**YOUR TASK**
Your response should consist of the data that follows, repeated in full without alteration.

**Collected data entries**
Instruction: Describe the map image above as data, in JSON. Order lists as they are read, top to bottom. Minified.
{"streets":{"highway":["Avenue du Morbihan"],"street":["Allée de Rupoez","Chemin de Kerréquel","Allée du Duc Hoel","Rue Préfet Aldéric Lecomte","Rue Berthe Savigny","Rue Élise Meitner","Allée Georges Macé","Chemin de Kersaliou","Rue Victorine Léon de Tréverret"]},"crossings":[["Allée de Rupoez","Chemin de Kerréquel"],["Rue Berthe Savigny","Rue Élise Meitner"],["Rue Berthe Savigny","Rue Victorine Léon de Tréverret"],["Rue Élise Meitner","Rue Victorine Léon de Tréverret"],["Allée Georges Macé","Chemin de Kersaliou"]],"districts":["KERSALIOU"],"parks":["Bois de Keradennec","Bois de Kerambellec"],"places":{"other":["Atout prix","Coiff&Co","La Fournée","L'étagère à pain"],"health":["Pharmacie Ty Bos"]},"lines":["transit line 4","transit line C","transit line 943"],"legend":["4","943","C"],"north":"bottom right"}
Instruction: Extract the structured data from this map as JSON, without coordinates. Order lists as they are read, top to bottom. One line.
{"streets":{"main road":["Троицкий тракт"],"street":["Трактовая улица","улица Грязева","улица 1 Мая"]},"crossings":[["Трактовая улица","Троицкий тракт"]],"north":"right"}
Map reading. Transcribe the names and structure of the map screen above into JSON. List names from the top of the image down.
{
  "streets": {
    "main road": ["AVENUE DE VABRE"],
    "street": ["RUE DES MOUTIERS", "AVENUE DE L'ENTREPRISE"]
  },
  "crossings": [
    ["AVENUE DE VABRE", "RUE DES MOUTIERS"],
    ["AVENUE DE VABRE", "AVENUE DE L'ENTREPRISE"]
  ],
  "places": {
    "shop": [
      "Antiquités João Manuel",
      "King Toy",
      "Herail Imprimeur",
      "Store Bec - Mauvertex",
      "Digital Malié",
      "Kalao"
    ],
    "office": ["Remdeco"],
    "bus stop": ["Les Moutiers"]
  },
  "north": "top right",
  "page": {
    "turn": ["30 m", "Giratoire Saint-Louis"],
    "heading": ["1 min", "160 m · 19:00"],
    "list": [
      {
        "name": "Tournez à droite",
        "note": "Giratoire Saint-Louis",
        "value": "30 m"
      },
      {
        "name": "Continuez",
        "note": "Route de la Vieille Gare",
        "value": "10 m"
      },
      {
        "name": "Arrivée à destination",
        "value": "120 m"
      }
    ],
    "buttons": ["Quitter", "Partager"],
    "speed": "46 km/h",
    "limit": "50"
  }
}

**ANSWER TO THIS PROBLEM**
Instruction: Describe the map image above as data, in JSON. Order lists as they are read, top to bottom. Minified.
{"streets":{"highway":["Avenue du Morbihan"],"street":["Allée de Rupoez","Chemin de Kerréquel","Allée du Duc Hoel","Rue Préfet Aldéric Lecomte","Rue Berthe Savigny","Rue Élise Meitner","Allée Georges Macé","Chemin de Kersaliou","Rue Victorine Léon de Tréverret"]},"crossings":[["Allée de Rupoez","Chemin de Kerréquel"],["Rue Berthe Savigny","Rue Élise Meitner"],["Rue Berthe Savigny","Rue Victorine Léon de Tréverret"],["Rue Élise Meitner","Rue Victorine Léon de Tréverret"],["Allée Georges Macé","Chemin de Kersaliou"]],"districts":["KERSALIOU"],"parks":["Bois de Keradennec","Bois de Kerambellec"],"places":{"other":["Atout prix","Coiff&Co","La Fournée","L'étagère à pain"],"health":["Pharmacie Ty Bos"]},"lines":["transit line 4","transit line C","transit line 943"],"legend":["4","943","C"],"north":"bottom right"}
Instruction: Extract the structured data from this map as JSON, without coordinates. Order lists as they are read, top to bottom. One line.
{"streets":{"main road":["Троицкий тракт"],"street":["Трактовая улица","улица Грязева","улица 1 Мая"]},"crossings":[["Трактовая улица","Троицкий тракт"]],"north":"right"}
Map reading. Transcribe the names and structure of the map screen above into JSON. List names from the top of the image down.
{
  "streets": {
    "main road": ["AVENUE DE VABRE"],
    "street": ["RUE DES MOUTIERS", "AVENUE DE L'ENTREPRISE"]
  },
  "crossings": [
    ["AVENUE DE VABRE", "RUE DES MOUTIERS"],
    ["AVENUE DE VABRE", "AVENUE DE L'ENTREPRISE"]
  ],
  "places": {
    "shop": [
      "Antiquités João Manuel",
      "King Toy",
      "Herail Imprimeur",
      "Store Bec - Mauvertex",
      "Digital Malié",
      "Kalao"
    ],
    "office": ["Remdeco"],
    "bus stop": ["Les Moutiers"]
  },
  "north": "top right",
  "page": {
    "turn": ["30 m", "Giratoire Saint-Louis"],
    "heading": ["1 min", "160 m · 19:00"],
    "list": [
      {
        "name": "Tournez à droite",
        "note": "Giratoire Saint-Louis",
        "value": "30 m"
      },
      {
        "name": "Continuez",
        "note": "Route de la Vieille Gare",
        "value": "10 m"
      },
      {
        "name": "Arrivée à destination",
        "value": "120 m"
      }
    ],
    "buttons": ["Quitter", "Partager"],
    "speed": "46 km/h",
    "limit": "50"
  }
}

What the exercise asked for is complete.